Whether you believe a memoir tells the absolute truth or not, all memoirs tell a story. Here are some of my favorites:
A Three Dog Life by Abigail Thomas. I loved this memoir so much I have five copies to give out to family and friends, although I hold on to them. I’m not sure people will appreciate this memoir in the way I did. Thomas tells the story of the night her husband went out to walk their Beagle; Harry came back with his leash still on but her husband didn’t. Richard had been hit by a car, and his head injuries, which caused memory loss, hallucinations and rages, forced Thomas to commit her husband to an institution. She doesn’t abandon him though. Instead she sells her house to move closer to him and gets two more dogs to keep her company. The last page of the memoir will knock you out or as Stephen King says of the entire memoir, it will feel like a “punch to the heart.”
The Glass Castle by Jeannette Walls is the memoir of her unforgettable parents and family. Walls tells her story with a good amount of humor, despite the fact her father was a raging alcoholic who stole the kids’ money to go drinking while his family ate out of trashcans. The mom is an artist and views herself too gifted to work sending a young Jeannette to get a job instead. Walls begins her memoir with the image of her mother digging through the trash as Walls is in a taxi headed for a posh awards event. How did Walls survive her childhood and prosper? Find out.

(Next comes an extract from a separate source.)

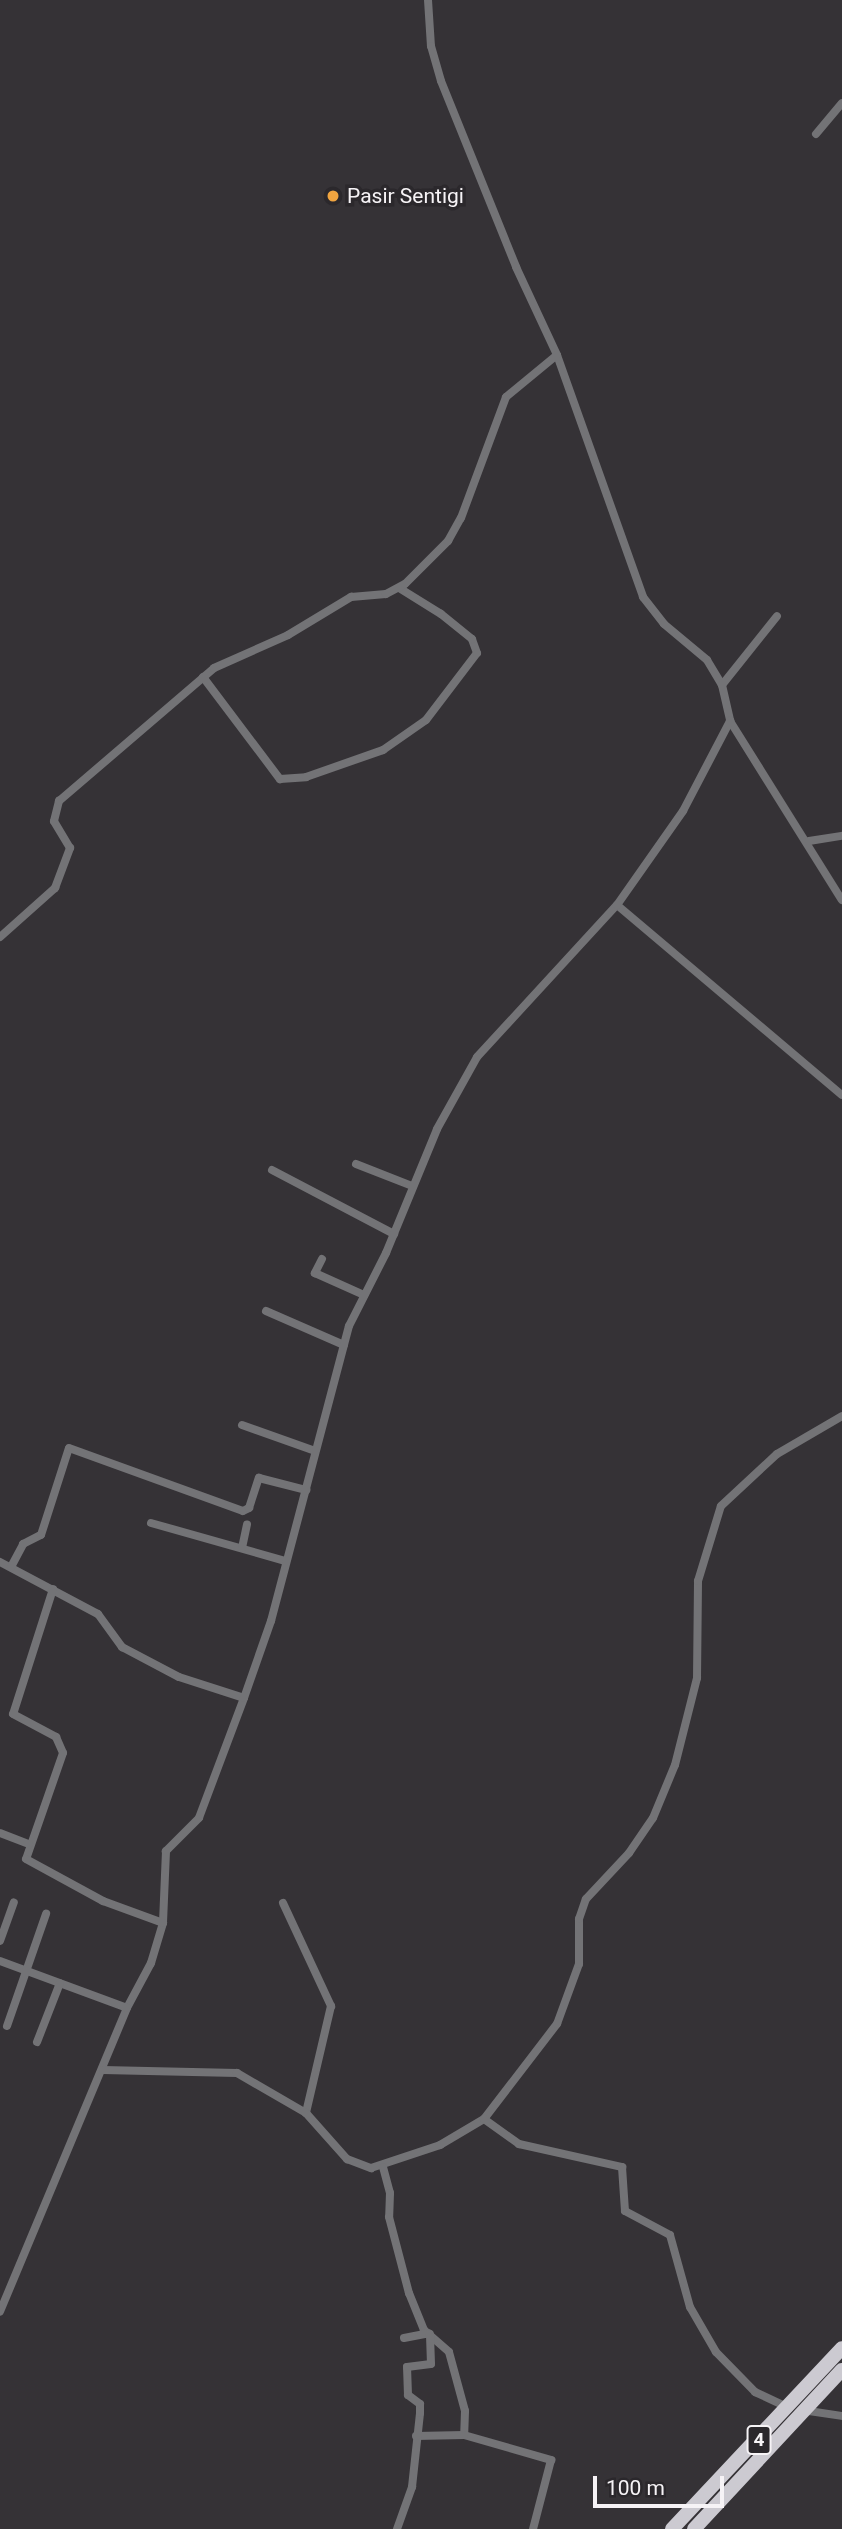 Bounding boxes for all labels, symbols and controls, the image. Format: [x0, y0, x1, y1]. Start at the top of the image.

The Tender Bar by J.R. Moehringer is a story of a boy “raised” in a local bar. He goes there to find a father when his own leaves the family. The only access Moehringer has to his father, a DJ, is through the radio. At the bar, Moehringer finds a culture of men who provide companionship and guidance (or misguidance) on life and love. This is a coming-of-age memoir where Moehringer discovers his way in an unlikely place, a bar.
Edge of Taos Desert: An Escape to Reality by Mabel Dodge Luhan. It’s hard to believe Luhan, a rich socialite, left New York for Taos where she fell in love with the desert and the land and with Tony Luhan, an Indian from the Taos Pueblo. But that’s exactly what she did in 1917, and what a journey it was. Luhan is a beautiful and poetic writer and does justice to Taos, the town I’ve also fallen in love with, too.
The Year of Magical Thinking by Joan Didion is the author’s telling of the year after her husband of forty years died of a heart attack. “We might expect that we will be prostrate, inconsolable, crazy with loss,” she writes. “We do not expect to be literally crazy, cool customers who believe that their husband is about to return and need his shoes.” This “magical thinking” is the kind I did when Molly went off to college. She’d left her Toyota in our driveway and every day I’d look at it thinking at any minute she’d barrel out of the house and get in her car. There were times I’d drive in it just to smell her smell.
What are your favorite memoirs? Why?
Comment of the day: Susan at Welcome to the Middle of Life says, “Oooooh! Thanks for the book recommendations. I haven’t come across any of these. My favorite fictional-ish memoirist is David Sedaris. Talk about feeling better about your own upbringing after reading about his. But it’s his humor that I’m drawn to and maybe applying to my own life story to make it seem more like a comedy than a tragedy (not that it was a tragedy, per se, but there were some dark parts). And as a fiction writer, there is a lot of non-fiction thrown in. Our life experiences always show up in our fiction – at least mine, anyway. The flip side being, there will be some fiction in the memoir.”